SLSA Verifier (github.com/slsa-framework/slsa-verifier) is the verification counterpart to SLSA (Supply-chain Levels for Software Artifacts) provenance generation. While tools like Sigstore Cosign handle cryptographic signature verification of container images, SLSA Verifier specifically validates the provenance metadata that describes where, when, and how a software artifact was produced — answering the question “was this binary actually built from the source code I expect, by a trusted build system?”

The tool works with provenance attestations generated by SLSA-compliant builders, including the official GitHub Actions SLSA builders maintained by the slsa-framework organization. When a CI pipeline builds an artifact using a SLSA builder, it produces a signed provenance document containing the source repository, commit hash, builder identity, build configuration, and input materials. SLSA Verifier takes this provenance and the artifact, then cryptographically verifies the chain of trust.
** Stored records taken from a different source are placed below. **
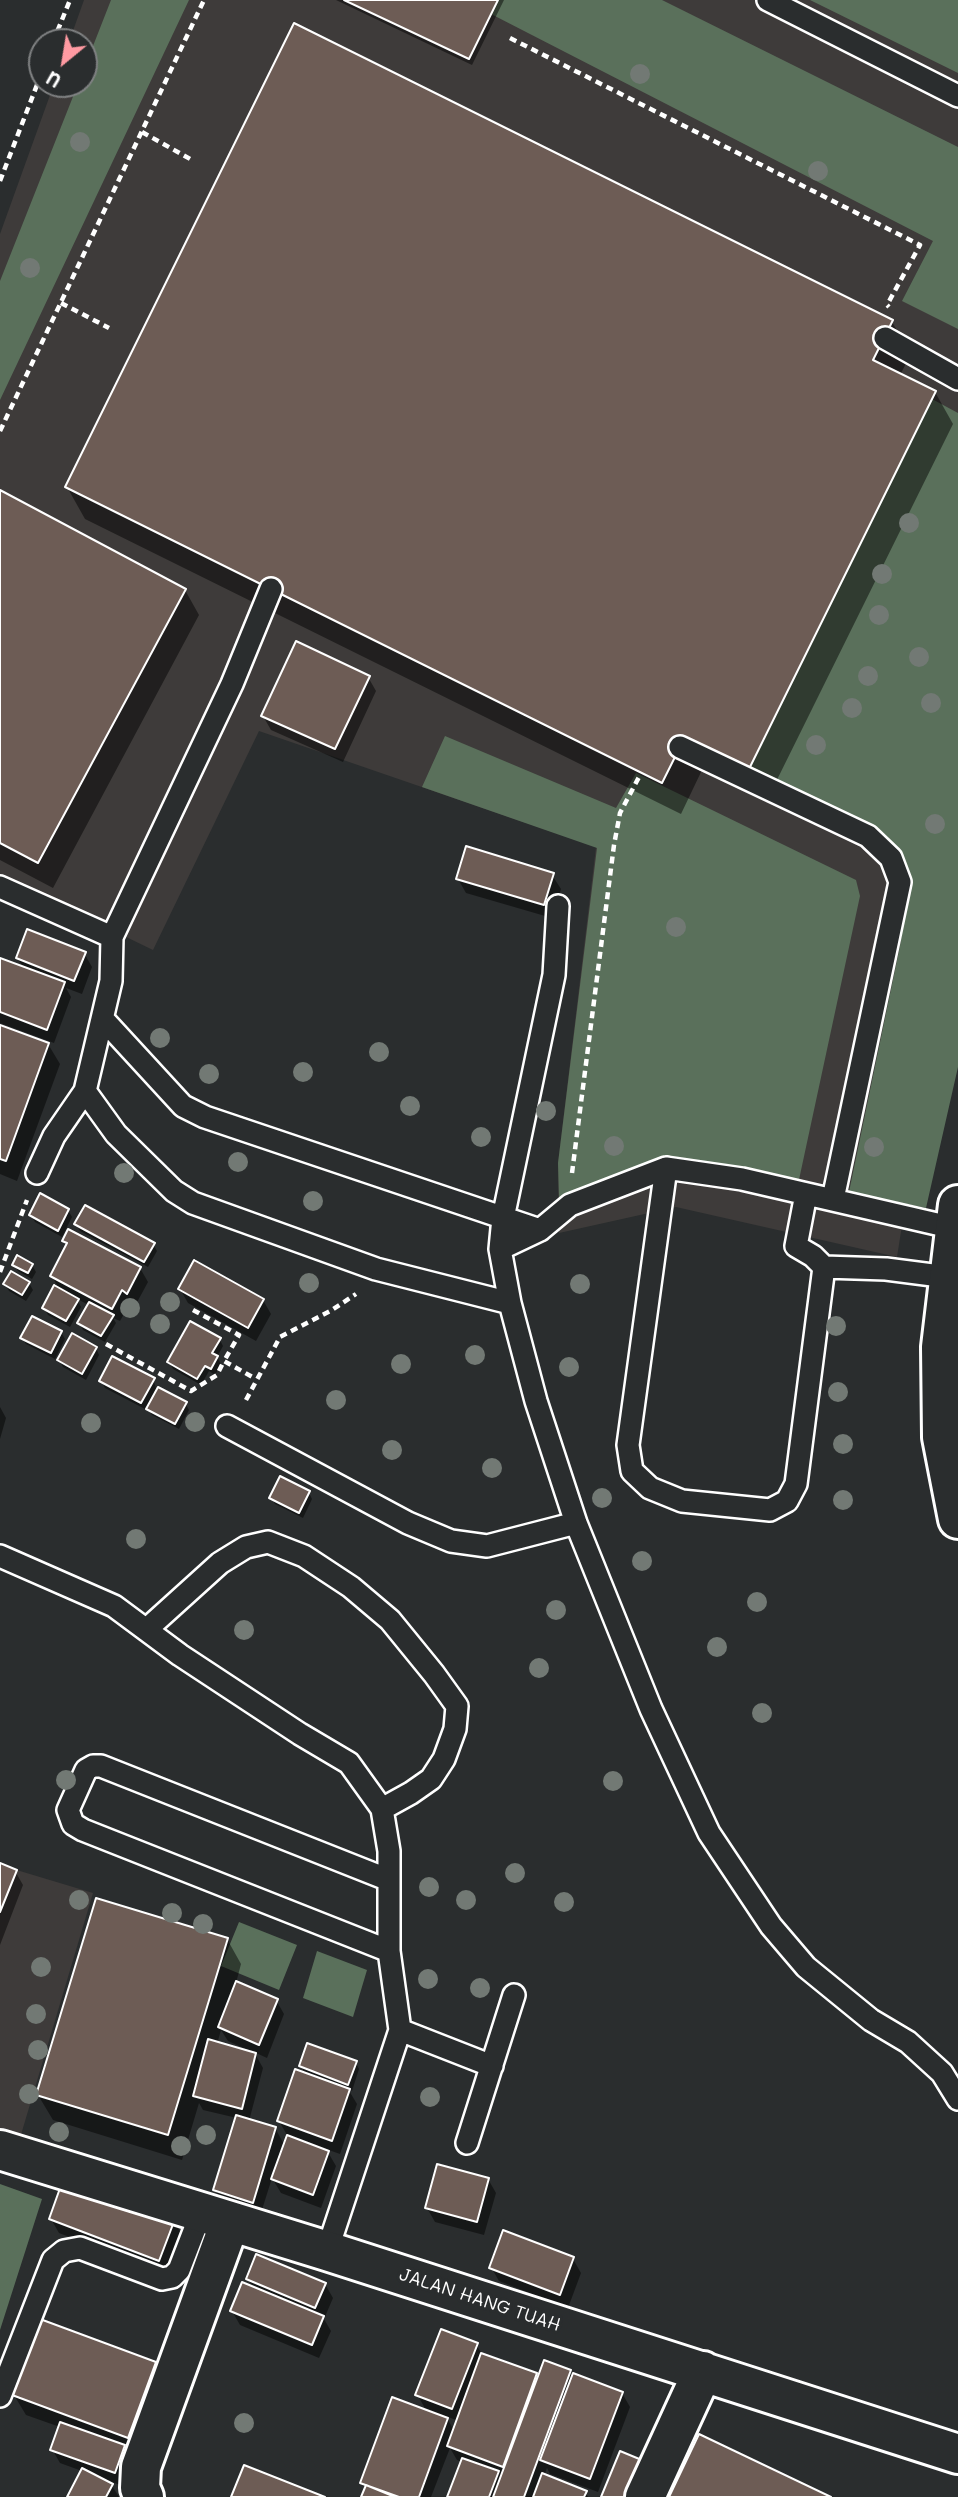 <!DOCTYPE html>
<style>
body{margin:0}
#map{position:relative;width:958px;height:2497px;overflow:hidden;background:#2a2d2e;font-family:Mali,sans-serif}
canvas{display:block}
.north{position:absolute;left:28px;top:28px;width:70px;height:70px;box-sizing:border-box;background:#2a2d2e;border:2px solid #7f8182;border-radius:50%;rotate:210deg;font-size:19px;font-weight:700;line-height:28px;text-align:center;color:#fff}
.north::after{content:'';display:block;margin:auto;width:24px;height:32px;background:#ff9aa2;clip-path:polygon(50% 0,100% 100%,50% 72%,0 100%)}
</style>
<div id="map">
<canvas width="958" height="2497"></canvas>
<div class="north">U</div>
</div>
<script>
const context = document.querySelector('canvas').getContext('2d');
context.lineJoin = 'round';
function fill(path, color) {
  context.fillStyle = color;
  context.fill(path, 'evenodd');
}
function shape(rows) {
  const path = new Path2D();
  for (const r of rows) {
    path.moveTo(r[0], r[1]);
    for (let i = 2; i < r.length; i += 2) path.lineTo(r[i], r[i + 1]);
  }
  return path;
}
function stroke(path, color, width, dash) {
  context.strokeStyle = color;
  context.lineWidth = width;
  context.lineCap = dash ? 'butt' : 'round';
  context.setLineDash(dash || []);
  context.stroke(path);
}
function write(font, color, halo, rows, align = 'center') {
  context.font = font + ' Mali,sans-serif';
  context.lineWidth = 6;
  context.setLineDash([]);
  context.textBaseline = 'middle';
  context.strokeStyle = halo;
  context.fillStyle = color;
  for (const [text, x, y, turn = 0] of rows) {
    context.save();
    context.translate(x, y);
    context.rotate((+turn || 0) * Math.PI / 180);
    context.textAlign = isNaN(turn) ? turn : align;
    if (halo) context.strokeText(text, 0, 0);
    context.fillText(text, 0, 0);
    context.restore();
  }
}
const built = shape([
 [84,0,958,0,958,870,897,1257,676,1207,559,1233,558,1163,596,847,259,731,153,950,0,876,0,234,54,84,84,84,84,42,69,42],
 [0,1865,93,1893,20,2138,0,2132]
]);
const green = shape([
 [111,0,189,0,0,400,0,281,78,84,84,84,84,69],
 [498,0,662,0,958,147,958,329,902,301,933,241,491,14],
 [810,0,958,0,958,73],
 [932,399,958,413,958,1067,926,1208,849,1192,900,946,906,904,902,867,748,771],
 [445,736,616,808,636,773,856,880,860,896,797,1189,665,1165,559,1198,558,1163,597,848,422,787],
 [239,1922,297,1945,279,1990,221,1966],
 [317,1951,367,1970,353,2017,303,1998],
 [0,2184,42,2199,0,2330]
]);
const shadow = shape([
 [336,0,504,0,472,65],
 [295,26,892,322,911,354,900,375,935,392,953,424,766,802,702,770,681,814,85,519,67,487],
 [0,492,185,590,199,615,53,888,0,860],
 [368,677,376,691,343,762,271,730,263,716],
 [552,875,561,889,552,918,466,893,458,879],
 [84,953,92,967,82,994,66,988,71,997,54,1043,0,1023,0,960,24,968,17,958],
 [0,1027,48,1044,60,1064,17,1181,0,1174],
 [68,1210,72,1217,62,1237,35,1222,31,1215],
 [76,1224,153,1244,157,1251,148,1267,80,1231],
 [64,1241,140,1268,148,1282,135,1306,130,1303,120,1321,113,1318,116,1323,105,1342,83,1330,79,1323,89,1305,77,1299,81,1307,70,1327,48,1315,44,1308,60,1291,52,1276,67,1247],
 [14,1265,32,1265,36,1272,32,1279,18,1271],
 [29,1283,33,1290,26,1301,9,1291,5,1284],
 [180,1289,263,1300,271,1314,256,1341,188,1303],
 [61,1332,65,1339,55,1359,26,1344,22,1338],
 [220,1340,223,1346,217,1357,221,1364,215,1375,209,1371,201,1385,173,1369,169,1362],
 [96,1348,99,1355,86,1380,63,1367,59,1360],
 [153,1379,156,1388,185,1403,189,1410,179,1429,152,1415,146,1406,145,1409,105,1388,101,1381],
 [0,1407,6,1418,0,1439],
 [309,1493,312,1499,303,1518,275,1504,271,1497],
 [0,1865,15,1871,23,1885,0,1945],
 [227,1939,241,1964,236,1983,276,2000,284,2014,267,2058,254,2052,263,2068,249,2121,275,2128,285,2146,287,2135,279,2121,306,2075,301,2066,356,2063,359,2069,352,2091,348,2089,357,2104,340,2154,326,2149,336,2166,321,2208,281,2193,272,2178,260,2216,223,2204,215,2190,237,2118,203,2110,199,2103,182,2160,53,2120,38,2095],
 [221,2030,228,2041,248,2050,247,2052,217,2044],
 [488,2179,496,2193,484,2235,435,2222,427,2208],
 [130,2213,174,2221,182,2235,167,2274,59,2233,51,2219],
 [573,2259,581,2273,568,2308,499,2281,491,2267],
 [248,2279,325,2284,333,2298,324,2319,331,2331,319,2358,240,2325,232,2311,254,2289],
 [476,2345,483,2355,536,2374,539,2379,569,2371,573,2377,622,2393,630,2407,598,2492,550,2474,547,2468,544,2476,585,2492,588,2497,449,2497,462,2462,457,2460,450,2448,431,2497,363,2497,366,2489,362,2483,427,2412,417,2394],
 [446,2416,458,2421,454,2431],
 [155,2363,166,2383,123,2486,109,2481,119,2497,69,2497,82,2471,60,2463,52,2449,60,2427,26,2415,14,2395]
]);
const building = shape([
 [344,0,498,0,469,59,344,0],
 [294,23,893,320,873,360,936,391,748,771,684,739,662,783,65,487,294,23],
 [0,490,186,589,38,863,0,843,0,490],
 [296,641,370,676,335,749,261,716,296,641],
 [466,846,554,873,544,905,456,879,466,846],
 [27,929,86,952,74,981,16,958,27,929],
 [0,958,65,982,47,1030,0,1012,0,958],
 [0,1025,49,1043,6,1161,0,1159,0,1025],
 [40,1193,69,1209,58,1231,29,1215,40,1193],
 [85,1205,155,1243,144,1262,74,1224,85,1205],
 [68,1229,141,1267,127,1294,122,1290,112,1309,50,1276,67,1243,62,1241,68,1229],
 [17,1255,33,1264,28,1273,12,1265,17,1255],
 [194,1260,264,1299,248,1328,178,1289,194,1260],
 [11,1271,30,1282,22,1295,3,1284,11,1271],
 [54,1285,79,1299,66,1321,42,1308,54,1285],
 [89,1302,114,1315,101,1336,77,1323,89,1302],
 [32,1316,62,1331,51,1353,20,1338,32,1316],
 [190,1321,221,1338,212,1353,218,1356,211,1369,205,1366,197,1379,167,1362,190,1321],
 [72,1333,97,1347,82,1374,57,1360,72,1333],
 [112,1356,155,1378,141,1403,99,1381,112,1356],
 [158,1387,187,1402,175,1424,146,1409,158,1387],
 [280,1476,310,1491,299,1513,269,1498,280,1476],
 [0,1863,17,1870,0,1912,0,1863],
 [96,1898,228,1938,168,2135,36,2095,96,1898],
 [236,1981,278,1999,259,2045,218,2027,236,1981],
 [208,2039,256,2053,242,2109,193,2096,208,2039],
 [307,2043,357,2061,348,2085,299,2066,307,2043],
 [295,2069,350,2089,332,2141,277,2121,295,2069],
 [236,2115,276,2127,253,2203,213,2190,236,2115],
 [287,2135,329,2151,313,2195,271,2179,287,2135],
 [437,2164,489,2178,477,2222,425,2208,437,2164],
 [64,2177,99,2199,129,2210,132,2203,175,2219,159,2261,49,2219,64,2177],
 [503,2230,574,2257,560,2295,489,2268,503,2230],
 [256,2254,326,2283,315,2308,246,2279,256,2254],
 [242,2282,324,2316,312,2345,230,2311,242,2282],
 [40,2319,156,2362,128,2438,12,2395,40,2319],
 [441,2329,478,2343,452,2409,415,2395,441,2329],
 [481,2353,537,2373,503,2467,447,2446,481,2353],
 [544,2360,571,2370,524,2497,493,2497,544,2360],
 [573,2373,623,2392,590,2479,540,2460,573,2373],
 [392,2397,448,2418,419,2497,399,2497,360,2483,392,2397],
 [60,2422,125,2445,115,2473,50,2450,60,2422],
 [699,2434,831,2497,669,2497,699,2434],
 [620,2451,649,2463,635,2497,601,2497,620,2451],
 [462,2458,499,2471,489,2497,447,2497,462,2458],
 [244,2465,325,2497,231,2497,244,2465],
 [82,2468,113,2484,106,2497,67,2497,82,2468],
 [542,2473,587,2491,584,2497,533,2497,542,2473],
 [366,2485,395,2497,361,2497,366,2485]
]);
const path = shape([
 [510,38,920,245,887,305,889,307],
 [53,42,70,0],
 [142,132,192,160],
 [0,181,42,72],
 [61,303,109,328],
 [0,431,204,0],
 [572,1173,614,845,620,813,639,777],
 [0,1272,27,1200],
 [193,1310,239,1335,224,1361],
 [106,1344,191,1391,217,1375,224,1361,256,1379],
 [246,1400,280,1337,332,1310,356,1294]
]);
const service = shape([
 [768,0,958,96],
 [885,338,958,379],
 [680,747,868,836,891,858,900,882,833,1199],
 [0,887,112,937],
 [558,906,554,975,503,1218,500,1249,510,1303,536,1401,576,1523,651,1709,709,1833,771,1926,806,1967,871,2020,908,2042,942,2073,958,2099],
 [103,1019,183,1106,205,1117,540,1230],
 [85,1091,116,1134,174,1191,193,1203,376,1269,510,1303],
 [666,1168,628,1445,632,1471,650,1488,682,1501,770,1510,787,1501,796,1484,824,1267,813,1256,796,1246,806,1194],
 [37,1173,54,1136,85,1091,111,981,112,937,232,684,271,589],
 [500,1249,540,1230,570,1205,666,1168,742,1179,954,1228],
 [824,1267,886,1269,948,1277],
 [227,1426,408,1523,451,1541,487,1546,576,1523],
 [0,1556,114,1606,180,1655,300,1734,349,1763,382,1809,389,1851,389,1951,400,2030,327,2251],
 [147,1629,220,1563,246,1547,268,1542,304,1556,351,1587,390,1620,434,1674,457,1706,455,1729,444,1759,431,1779,411,1793,382,1809],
 [389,1951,83,1830,73,1824,68,1810,86,1770,93,1766,101,1766,389,1880],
 [400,2030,492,2066],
 [467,2143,514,1995],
 [0,2396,53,2260,64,2251,80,2248,162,2279,172,2277,179,2270,201,2213]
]);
const minor = shape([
 [958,1205,941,1347,942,1437,958,1519],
 [0,2150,327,2251,958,2454],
 [144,2497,140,2488,141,2467,230,2222],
 [645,2497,703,2371]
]);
const trees = [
 [640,74],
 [80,142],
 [818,171],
 [30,268],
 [909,523],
 [882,574],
 [879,615],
 [919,657],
 [868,676],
 [931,703],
 [852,708],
 [816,745],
 [935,824],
 [676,927],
 [160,1038],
 [379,1052],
 [303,1072],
 [209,1074],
 [410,1106],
 [546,1111],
 [481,1137],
 [614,1146],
 [874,1147],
 [238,1162],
 [124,1173],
 [313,1201],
 [309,1283],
 [580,1284],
 [170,1302],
 [130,1308],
 [160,1324],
 [836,1326],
 [475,1355],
 [401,1364],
 [569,1367],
 [838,1392],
 [336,1400],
 [195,1422],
 [91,1423],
 [843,1444],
 [392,1450],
 [492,1468],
 [602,1498],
 [843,1500],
 [136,1539],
 [642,1561],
 [757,1602],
 [556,1610],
 [244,1630],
 [717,1647],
 [539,1668],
 [762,1713],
 [66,1780],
 [613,1781],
 [515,1873],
 [429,1887],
 [79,1900],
 [466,1900],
 [564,1902],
 [172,1913],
 [203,1924],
 [41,1967],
 [428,1979],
 [480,1988],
 [36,2014],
 [38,2050],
 [29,2094],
 [430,2097],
 [59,2132],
 [206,2135],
 [181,2146],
 [244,2423]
];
const streetNames = [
 ["JALAN HANG TUAH",480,2300,18]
];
fill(built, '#3e3b3a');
fill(green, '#5a705b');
fill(shadow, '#0007');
fill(building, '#6d5c55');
stroke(building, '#fff', 2);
stroke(service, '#fff', 26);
stroke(minor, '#fff', 44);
stroke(path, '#fff', 4.5, [7, 5]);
stroke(service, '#2a2d2e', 21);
stroke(minor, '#2a2d2e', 38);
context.fillStyle = '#727974';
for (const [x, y] of trees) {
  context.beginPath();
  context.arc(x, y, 10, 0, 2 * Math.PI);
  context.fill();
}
write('18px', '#fff', '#2a2d2e', streetNames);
</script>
Verification checks include: the provenance signature is valid and from a trusted builder, the source repository matches expected values, the builder identity is an authorized SLSA builder at the expected level, the artifact digest matches what the provenance claims was produced, and the build configuration has not been tampered with. The tool supports verification of both container images and generic artifacts (binaries, packages, tarballs).

SLSA Verifier integrates into CI/CD pipelines and release processes as a verification gate. Teams can add it to their deployment pipelines to ensure only artifacts with valid provenance from trusted builders reach production. It also supports verification against specific SLSA levels, allowing organizations to enforce minimum build integrity standards across their software supply chain.

The tool is written in Go, distributed as pre-built binaries with their own SLSA provenance (bootstrapping trust), and licensed under Apache 2.0. It is maintained by the SLSA Framework organization, a collaboration between Google, Intel, VMware, and other OpenSSF members. As supply chain attacks become more prevalent, SLSA Verifier fills a specific gap that signature-only tools miss: verifying not just that an artifact is authentic, but that the entire build process that produced it was trustworthy.